Article dans le Financial Times

par · 29 décembre 2009

Le Financial Times a publié un article que je vous propose ci-dessous traduit en français:

Quand Sarkozy gèle les relations avec Obama

Ben Hall, correspondant du Financial Times à Paris. 28 décembre 2009

Nicolas Sarkozy, le plus pro-américain des présidents français depuis un demi-siècle s’est refroidi sur Barack Obama, le plus populaire des dirigeants américains en France depuis des générations.

Il y a un an, M. Sarkozy était engagé dans une chamaillerie entre dirigeants européens pour savoir lequel d’entre eux serait le premier à décrocher une rencontre avec un Obama à peine élu. M. Sarkozy a décrit M. Obama comme « mon ami » après ne l’avoir rencontré qu’une seule fois quand ce dernier était encore senateur.

Mais depuis lors, le Président français a rompu avec son homologue américain sur une tout une série de sujets, au point que l’on se demande si M. Sarkozy n’est pas en train de revenir à une posture gaulliste, anti-americaine encore plus affirmée que chez son prédécesseur, Jacques Chirac.

« Il est passé d’une position pro-Bush position à une position anti-Obama, » explique Jean-Christophe Cambadélis, secrétaire national aux questions internationales de l’opposition socialiste. « Ni France ni le monde occidental n’ont à gagner quoique ce soit d’un échec de Barack Obama. C’est comme si le Président pariait sur cet échec qui isolerait la France dans l’Europe. »

Le gouvernement français a refusé la demande américaine d’envoyer plus de troupes en Afghanistan alors que plusieurs autres pays européens s’y préparent.

M. Sarkozy a exprimé sa frustration devant les propos équivoques de la Maison Blanche sur la manière de gérer les ambitions nucléaires de l’Iran et le fait que M. Obama souhaite à long terme à atteindre l’objectif d’un monde sans armes nucléaires.

La frustration de M. Sarkozy frustration a débordé en septembre dans un discours remarquablement incisif devant l’Assemblée générale des Nations unies.

« Nous avons raison de parler du futur, mais avant le futur, il y a le présent et le présent est fait de deux crises nucléaires majeures » déclarait M. Sarkozy, faisant allusion à l’Iran et la Corée du Nord. « Nous vivons. Dans un monde réel, pas un monde virtuel » ajoutait-il, à l’adresse des ambitions de désarmement de M. Obama.

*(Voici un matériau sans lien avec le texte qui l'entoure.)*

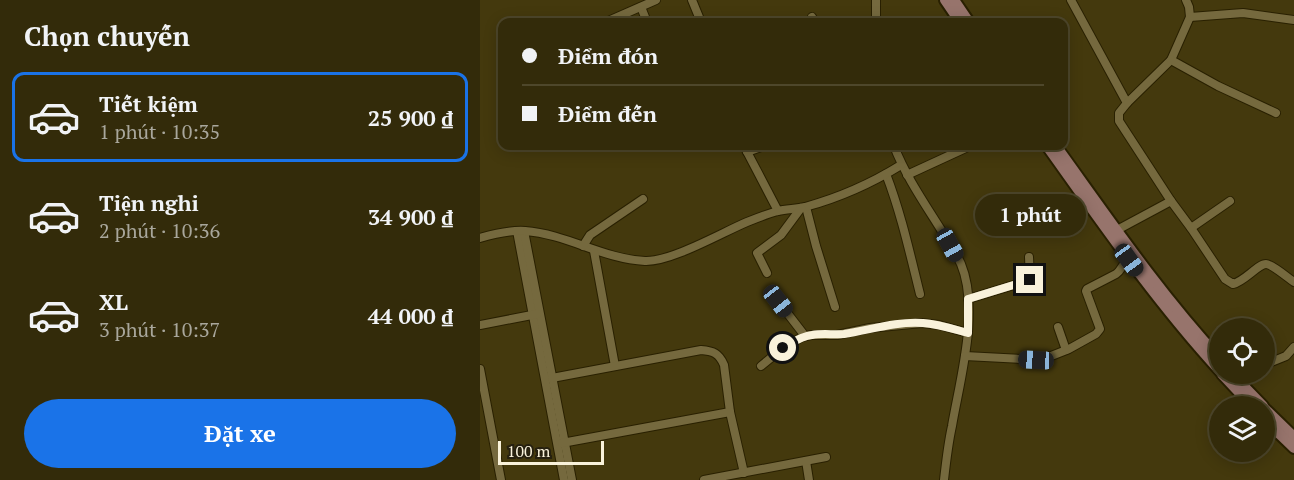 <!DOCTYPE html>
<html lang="vi">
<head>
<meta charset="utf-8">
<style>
	:root { --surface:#332b0a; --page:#3b3313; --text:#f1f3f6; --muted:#a9a79c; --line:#4e472b; --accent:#1a73e8 }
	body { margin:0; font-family:"PT Serif",serif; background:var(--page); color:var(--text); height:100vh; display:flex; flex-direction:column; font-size:22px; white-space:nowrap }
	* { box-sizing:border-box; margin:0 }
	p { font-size:20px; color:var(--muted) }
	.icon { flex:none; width:33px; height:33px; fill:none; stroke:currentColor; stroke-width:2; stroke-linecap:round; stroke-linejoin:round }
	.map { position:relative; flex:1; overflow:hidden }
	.panel { display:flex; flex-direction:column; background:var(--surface); width:480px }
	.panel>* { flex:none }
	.guide { position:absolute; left:18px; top:18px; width:570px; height:132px; border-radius:12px; box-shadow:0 3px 15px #0003,0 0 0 2px var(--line); display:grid; align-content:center; height:132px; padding:0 24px; background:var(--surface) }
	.fabs { position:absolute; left:729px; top:318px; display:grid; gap:12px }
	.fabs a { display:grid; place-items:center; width:66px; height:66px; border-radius:50%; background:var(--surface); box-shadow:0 3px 15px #0003,0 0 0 2px var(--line); font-size:30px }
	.scale { position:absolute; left:18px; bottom:15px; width:106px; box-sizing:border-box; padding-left:6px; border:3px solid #f9f2db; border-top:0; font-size:16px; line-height:21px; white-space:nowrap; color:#f9f2db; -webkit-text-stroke:4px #26200f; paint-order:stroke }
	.end { position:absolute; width:27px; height:27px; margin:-14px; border:8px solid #f9f2db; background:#111; box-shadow:0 0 0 3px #111 }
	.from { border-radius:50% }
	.bubble { position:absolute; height:42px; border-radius:21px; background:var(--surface); box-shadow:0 3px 15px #0003,0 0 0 2px var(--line); font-size:20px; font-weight:600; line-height:42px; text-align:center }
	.car { position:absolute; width:18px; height:36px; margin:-18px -9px; border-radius:8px; box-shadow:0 0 4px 2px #0007; background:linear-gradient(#222 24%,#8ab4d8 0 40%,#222 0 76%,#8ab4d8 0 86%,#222 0) }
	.guide b { display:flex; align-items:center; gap:21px; height:57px; font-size:22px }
	.guide b+b { border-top:2px solid var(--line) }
	.guide i { width:15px; height:15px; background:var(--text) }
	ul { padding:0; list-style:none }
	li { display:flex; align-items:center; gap:18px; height:90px; margin:0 12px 9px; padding:0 12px; border:3px solid transparent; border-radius:12px }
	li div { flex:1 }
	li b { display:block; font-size:22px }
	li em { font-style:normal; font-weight:600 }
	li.current { border-color:var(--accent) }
	li>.icon { width:54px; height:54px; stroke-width:1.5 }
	h2 { padding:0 24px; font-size:27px; line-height:72px }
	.primary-button { display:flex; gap:12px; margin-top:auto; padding:12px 24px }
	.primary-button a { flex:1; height:69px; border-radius:36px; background:var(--accent); color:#fff; font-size:24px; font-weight:600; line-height:69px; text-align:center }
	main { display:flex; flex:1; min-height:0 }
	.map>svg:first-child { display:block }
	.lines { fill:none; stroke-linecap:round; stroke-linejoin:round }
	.minor-casing { stroke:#292001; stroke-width:10 }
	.secondary-casing { stroke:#292001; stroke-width:14 }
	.minor { stroke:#75693e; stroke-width:8 }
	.secondary { stroke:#97746c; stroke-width:10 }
	.route { stroke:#f9f2db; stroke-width:8 }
</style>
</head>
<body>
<main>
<section class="panel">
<h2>Chọn chuyến</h2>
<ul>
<li class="current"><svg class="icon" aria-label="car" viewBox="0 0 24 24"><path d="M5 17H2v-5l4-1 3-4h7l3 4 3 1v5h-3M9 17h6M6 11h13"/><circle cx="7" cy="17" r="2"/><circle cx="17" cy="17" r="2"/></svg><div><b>Tiết kiệm</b><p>1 phút · 10:35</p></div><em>25 900 ₫</em></li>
<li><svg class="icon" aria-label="car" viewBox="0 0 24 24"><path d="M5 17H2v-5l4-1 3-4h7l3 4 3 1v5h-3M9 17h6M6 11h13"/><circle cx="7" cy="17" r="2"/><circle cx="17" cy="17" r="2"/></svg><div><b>Tiện nghi</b><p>2 phút · 10:36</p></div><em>34 900 ₫</em></li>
<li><svg class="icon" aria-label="car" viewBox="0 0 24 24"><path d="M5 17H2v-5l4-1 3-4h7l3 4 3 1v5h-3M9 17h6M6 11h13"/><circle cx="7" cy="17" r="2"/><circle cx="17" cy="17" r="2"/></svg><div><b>XL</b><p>3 phút · 10:37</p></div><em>44 000 ₫</em></li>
</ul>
<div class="primary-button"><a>Đặt xe</a></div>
</section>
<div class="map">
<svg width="814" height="480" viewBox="0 0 814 480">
	<rect width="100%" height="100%" fill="#44390d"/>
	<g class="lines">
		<defs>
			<g id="minor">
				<polyline points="212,0 221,22"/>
				<polyline points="591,0 647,103"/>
				<path d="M 706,0 L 709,7 L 710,17 L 691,60 L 647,103 L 639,113 L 639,121 L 691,201 L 711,228 L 745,279 L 753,284 C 765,281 778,264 786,264 C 792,264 808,278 814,282"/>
				<polyline points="161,7 167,22"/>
				<polyline points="332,17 335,22"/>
				<polyline points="710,17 763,13 814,20"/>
				<polyline points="126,22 176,0"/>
				<polyline points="396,22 396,0"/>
				<polyline points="691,60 738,86 796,113"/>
				<polyline points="264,146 298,211"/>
				<path d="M 414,146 C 426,177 445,204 463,233 C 469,243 476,253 481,264 C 500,310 480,379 472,426 C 468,444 466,462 464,480"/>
				<polyline points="267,152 284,146"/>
				<path d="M 406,174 C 421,213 430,254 440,294"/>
				<polyline points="427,175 490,146"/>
				<polyline points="326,207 336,246 355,307"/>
				<polyline points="711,228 750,201"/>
				<polyline points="637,230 691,201"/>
				<polyline points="37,231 84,480"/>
				<polyline points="44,231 92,480"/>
				<path d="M 0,238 C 14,234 30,230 45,231 C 87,234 123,259 165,261 C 191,262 241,233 267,222 C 277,218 287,214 298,211 C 306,209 316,209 325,207 C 358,198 392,183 421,165"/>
				<polyline points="103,246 110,235 163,199"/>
				<polyline points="114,251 135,366"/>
				<polyline points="287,273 277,253 301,235 321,208"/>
				<polyline points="488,299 550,280 549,257"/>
				<polyline points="298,301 325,336"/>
				<polyline points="0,325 57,314"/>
				<polyline points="578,327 586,350"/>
				<path d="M 485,356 L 561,360 L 589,349 L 616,334 L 620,329 L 606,291 L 607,289 L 636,274 C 642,270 642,263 649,260"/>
				<polyline points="784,365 806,356 814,347"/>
				<polyline points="281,366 303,348 322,337 331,335 357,335 390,328 442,323 459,325 488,333"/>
				<polyline points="0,369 21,480"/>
				<path d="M 72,378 L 221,350 C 233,351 239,353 244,365 L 250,412"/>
				<polyline points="82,443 250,412 264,473"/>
				<polyline points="326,461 329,480"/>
				<polyline points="224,480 346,457"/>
			</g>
			<g id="secondary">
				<polyline points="465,0 480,22"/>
				<polyline points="474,0 489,22"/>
				<path d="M 567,146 C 622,223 676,301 740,371"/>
				<path d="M 576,146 C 628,218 679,293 740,359"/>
				<polyline points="742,374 772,406"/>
				<polyline points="752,374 783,406"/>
				<polyline points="784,408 814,437"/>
				<polyline points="784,419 814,448"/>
			</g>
		</defs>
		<use href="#minor" class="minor-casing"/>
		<use href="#secondary" class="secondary-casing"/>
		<use href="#minor" class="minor"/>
		<use href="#secondary" class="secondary"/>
	</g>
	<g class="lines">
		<path class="route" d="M 303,348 C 312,343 321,336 332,335 C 343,333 354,335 364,334 C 390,330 416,321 443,323 C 458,324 473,329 488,333 L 488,299 L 550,280"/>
	</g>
</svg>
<div class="fabs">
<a><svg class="icon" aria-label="locate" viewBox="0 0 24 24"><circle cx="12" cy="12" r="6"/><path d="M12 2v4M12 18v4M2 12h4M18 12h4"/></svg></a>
<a><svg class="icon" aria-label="layers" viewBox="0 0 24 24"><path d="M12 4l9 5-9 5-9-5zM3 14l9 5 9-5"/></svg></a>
</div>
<div class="scale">100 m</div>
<i class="end from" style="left:303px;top:348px"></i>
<i class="end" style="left:550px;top:280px"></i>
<div class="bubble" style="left:495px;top:194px;width:111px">1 phút</div>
<i class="car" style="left:470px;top:245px;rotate:151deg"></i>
<i class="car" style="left:649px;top:260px;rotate:144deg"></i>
<i class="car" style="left:298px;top:301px;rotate:142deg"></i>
<i class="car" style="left:556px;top:360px;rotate:273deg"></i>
<div class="guide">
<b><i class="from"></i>Điểm đón</b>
<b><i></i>Điểm đến</b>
</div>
</div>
</main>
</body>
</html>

Les différences de politiques ont été combinées par friction sur fond de chorégraphie et de symbolisme. L’Elysée est toujours piqué au vif par la visite de M. Obama en France pour les commémorations du Débarquement en juin, lors qu’il déclina une rencontre bilatérale supplémentaire avec M. Sarkozy.

La presse française rend régulièrement compte des commentaires peu flatteurs de M. Sarkozy à l’égard du manque d’expérience gouvernementale de M. Obama, la difficulté qu’il reconnaît lui-même à appliquer les promesses électorales ou le renversement de tendance.

Les différences de personnalité comptent également. M. Sarkozy est intuitif, impulsif et direct alors que les responsables français considèrent Mr Obama comme « réservé « .

Les actes essentiels du rapprochement entre la France et Washington – une ligne plus dure sur l’Iran et la promesse rejoindre le commandement intégré de l’OTAN, ont été réalisés avant l’arrivée de M. Obama. Mais à l’Elysée on prévient des limites à considérer cette relation à travers le prisme des personnalités

« Beaucoup des commentaires que l’on lit ici et là reflètent des différences de tempérament plutôt que des divergences fondamentales » estime un haut responsable. « Sur les fondamentaux, nous sommes plus proches du Président Obama que nous ne l’étions du Président Bush ».

Sur la régulation financière, le changement climatique, la gouvernance globale ou même l’Iran, les positions de Paris et Washington convergent dit ce haut responsable.

Comme son prédécesseur, M. Sarkozy joue des différences avec les E.U. pour des motifs de politique intérieur. Mais il y a une différence de taille. Alors que l’attitude de M. Chirac à l’égard des E.U. était motivée par la suspicion à l’égard de la puissance américaine, les frustrations françaises actuelles visent ce qui est perçu de la part de Washington comme de l’hésitation, voire de la faiblesse.

« Le paradoxe de la situation est qu’en termes de relations avec les E.U., il peut être un Chirac qui critique les Américains, mais dans une position à 180 degrés différente de celle de Chirac, » affirme François Heisbourg, conseiller à Fondation pour la recherche stratégique, un think tank basé à Paris.

« Il peut jouer la carte traditionnelle de l’anti-américanisme sans être sur une position fondamentalement l’anti-américaine ».